Problems with the current method

But unfortunately, the current standard of islet care often leads to poor results. After surgery to remove the pancreas, surgeons isolate the islets and transplant them into the liver through portal vein infusion. This procedure has several common complications. Islets in direct contact with the bloodstream undergo an inflammatory response, more than half of the islets die, and transplanted islets can cause dangerous blood clots in the liver. For these reasons, doctors and researchers sought an alternative transplant site.

New approach using citrate solution

To protect the islets and improve outcomes, Ameer turned to a platform of citrate biomaterials with antioxidant properties developed in his laboratory. In cell cultures, both mouse and human islets stored in citrate gel remained viable much longer than islets in other solutions.

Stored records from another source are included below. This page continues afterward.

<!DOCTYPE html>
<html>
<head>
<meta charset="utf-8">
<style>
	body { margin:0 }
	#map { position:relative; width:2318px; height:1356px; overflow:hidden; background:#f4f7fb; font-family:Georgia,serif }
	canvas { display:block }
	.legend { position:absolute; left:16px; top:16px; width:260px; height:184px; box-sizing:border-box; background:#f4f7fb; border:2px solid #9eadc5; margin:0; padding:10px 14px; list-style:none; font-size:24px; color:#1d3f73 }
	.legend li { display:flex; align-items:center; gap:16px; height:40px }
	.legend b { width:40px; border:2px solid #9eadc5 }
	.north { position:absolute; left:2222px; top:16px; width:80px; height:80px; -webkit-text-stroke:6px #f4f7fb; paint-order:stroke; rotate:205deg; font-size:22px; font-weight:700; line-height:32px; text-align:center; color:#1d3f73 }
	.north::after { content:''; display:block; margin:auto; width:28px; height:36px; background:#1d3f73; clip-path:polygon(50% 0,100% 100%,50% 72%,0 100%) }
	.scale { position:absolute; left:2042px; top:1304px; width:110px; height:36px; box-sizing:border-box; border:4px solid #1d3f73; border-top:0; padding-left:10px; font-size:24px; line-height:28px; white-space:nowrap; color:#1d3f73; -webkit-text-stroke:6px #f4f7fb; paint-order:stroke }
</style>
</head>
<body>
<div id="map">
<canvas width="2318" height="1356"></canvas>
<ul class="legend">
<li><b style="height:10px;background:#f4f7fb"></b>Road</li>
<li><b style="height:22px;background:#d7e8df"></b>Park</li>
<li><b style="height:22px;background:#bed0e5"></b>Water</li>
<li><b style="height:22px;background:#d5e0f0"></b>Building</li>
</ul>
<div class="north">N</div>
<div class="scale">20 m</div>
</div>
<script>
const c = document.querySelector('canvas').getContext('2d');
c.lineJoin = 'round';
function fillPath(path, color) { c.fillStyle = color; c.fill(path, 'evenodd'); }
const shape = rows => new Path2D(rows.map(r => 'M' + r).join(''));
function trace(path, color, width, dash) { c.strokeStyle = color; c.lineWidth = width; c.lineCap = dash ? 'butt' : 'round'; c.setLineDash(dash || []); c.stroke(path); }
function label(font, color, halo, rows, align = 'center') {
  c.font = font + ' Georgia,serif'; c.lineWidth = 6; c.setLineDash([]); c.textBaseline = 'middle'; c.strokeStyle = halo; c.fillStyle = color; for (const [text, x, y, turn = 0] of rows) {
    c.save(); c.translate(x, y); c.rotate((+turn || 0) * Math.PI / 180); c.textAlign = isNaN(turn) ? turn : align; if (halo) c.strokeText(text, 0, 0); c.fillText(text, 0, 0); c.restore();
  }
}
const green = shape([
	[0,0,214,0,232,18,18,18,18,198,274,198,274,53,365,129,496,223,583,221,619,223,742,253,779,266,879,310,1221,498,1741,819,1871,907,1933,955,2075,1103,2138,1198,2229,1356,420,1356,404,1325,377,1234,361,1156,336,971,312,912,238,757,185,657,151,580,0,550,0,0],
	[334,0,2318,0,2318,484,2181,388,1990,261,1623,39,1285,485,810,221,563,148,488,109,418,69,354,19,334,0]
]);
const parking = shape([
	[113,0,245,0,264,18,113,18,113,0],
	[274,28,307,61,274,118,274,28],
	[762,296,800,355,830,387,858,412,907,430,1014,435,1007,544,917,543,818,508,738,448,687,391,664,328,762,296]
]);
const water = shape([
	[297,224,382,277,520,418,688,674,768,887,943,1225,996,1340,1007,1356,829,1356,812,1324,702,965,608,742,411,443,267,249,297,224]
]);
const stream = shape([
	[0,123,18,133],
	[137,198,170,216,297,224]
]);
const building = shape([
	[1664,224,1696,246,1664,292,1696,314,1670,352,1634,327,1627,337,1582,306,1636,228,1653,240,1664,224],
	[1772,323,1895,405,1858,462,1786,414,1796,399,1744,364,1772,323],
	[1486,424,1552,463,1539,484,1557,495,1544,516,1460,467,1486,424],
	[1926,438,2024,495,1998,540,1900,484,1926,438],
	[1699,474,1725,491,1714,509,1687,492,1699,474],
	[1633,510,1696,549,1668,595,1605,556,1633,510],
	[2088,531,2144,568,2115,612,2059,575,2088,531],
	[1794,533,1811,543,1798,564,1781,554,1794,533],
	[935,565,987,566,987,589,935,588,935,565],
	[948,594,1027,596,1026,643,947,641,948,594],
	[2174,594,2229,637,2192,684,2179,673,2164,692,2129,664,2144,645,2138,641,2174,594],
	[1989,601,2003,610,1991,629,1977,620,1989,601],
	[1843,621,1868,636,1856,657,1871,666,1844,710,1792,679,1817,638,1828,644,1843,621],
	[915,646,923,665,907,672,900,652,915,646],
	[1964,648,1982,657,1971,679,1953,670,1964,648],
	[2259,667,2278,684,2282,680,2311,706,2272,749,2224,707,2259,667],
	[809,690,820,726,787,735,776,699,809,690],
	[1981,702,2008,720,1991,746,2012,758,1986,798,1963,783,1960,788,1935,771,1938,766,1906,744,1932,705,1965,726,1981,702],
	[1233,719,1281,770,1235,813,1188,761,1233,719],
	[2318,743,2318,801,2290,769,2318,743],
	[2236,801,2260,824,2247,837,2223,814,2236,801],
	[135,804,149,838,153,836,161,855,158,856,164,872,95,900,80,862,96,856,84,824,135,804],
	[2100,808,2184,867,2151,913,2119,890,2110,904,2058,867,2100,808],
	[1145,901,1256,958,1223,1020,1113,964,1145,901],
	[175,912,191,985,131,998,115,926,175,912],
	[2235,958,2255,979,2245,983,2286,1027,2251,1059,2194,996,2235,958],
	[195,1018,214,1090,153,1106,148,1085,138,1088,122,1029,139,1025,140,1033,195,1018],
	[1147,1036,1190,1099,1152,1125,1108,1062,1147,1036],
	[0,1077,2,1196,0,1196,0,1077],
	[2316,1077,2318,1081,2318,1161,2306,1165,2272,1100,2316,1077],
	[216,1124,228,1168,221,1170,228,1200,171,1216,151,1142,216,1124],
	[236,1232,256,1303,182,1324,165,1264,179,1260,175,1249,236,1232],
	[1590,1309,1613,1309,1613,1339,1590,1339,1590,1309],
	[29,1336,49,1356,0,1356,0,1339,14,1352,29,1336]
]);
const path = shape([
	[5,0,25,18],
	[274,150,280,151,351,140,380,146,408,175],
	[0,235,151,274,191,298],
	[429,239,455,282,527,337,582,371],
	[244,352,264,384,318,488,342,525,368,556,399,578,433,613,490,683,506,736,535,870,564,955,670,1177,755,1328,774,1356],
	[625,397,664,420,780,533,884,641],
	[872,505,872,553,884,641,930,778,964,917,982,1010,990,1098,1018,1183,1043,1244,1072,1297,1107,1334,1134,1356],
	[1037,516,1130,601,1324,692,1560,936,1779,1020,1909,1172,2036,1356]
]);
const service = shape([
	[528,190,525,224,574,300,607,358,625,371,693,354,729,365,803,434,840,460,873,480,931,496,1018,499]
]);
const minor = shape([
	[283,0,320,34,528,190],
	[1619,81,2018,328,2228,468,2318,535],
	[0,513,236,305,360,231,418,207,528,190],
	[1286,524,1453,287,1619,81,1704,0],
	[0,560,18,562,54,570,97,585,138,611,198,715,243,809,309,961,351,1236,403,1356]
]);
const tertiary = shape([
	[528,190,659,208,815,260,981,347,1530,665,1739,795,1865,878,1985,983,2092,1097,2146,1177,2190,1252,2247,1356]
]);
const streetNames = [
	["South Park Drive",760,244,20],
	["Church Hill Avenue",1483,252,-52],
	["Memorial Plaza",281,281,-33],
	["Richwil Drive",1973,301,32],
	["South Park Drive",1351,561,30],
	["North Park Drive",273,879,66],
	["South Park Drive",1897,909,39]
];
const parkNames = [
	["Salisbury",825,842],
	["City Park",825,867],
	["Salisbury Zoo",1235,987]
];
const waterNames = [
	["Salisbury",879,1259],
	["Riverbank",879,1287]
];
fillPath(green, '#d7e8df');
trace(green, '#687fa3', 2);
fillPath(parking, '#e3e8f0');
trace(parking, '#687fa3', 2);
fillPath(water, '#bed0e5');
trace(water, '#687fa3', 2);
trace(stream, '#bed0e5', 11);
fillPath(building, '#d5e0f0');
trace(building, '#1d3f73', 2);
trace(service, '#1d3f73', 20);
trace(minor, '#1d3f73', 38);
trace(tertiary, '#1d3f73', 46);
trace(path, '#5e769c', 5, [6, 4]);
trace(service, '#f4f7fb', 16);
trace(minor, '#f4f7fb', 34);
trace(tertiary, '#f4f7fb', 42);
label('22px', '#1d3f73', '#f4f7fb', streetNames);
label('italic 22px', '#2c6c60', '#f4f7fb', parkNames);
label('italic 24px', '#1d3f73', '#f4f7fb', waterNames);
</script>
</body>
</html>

When exposed to glucose, the islets secreted insulin, demonstrating normal functionality.

Integration into fabrics

After three months, the body had reabsorbed 80-90% of the biocompatible gel, and by this point it was no longer needed. "What was surprising was that the islets regenerated blood vessels," Ameer said. "The body has created a network of new blood vessels to connect the islets to the body. This is an important breakthrough because the blood vessels keep the islets alive and healthy."

Ameer next plans to test the hydrogel in animal models over a longer period of time. He also noted that the new hydrogel could be used for various cell replacement therapies, including stem cells for the treatment of diabetes.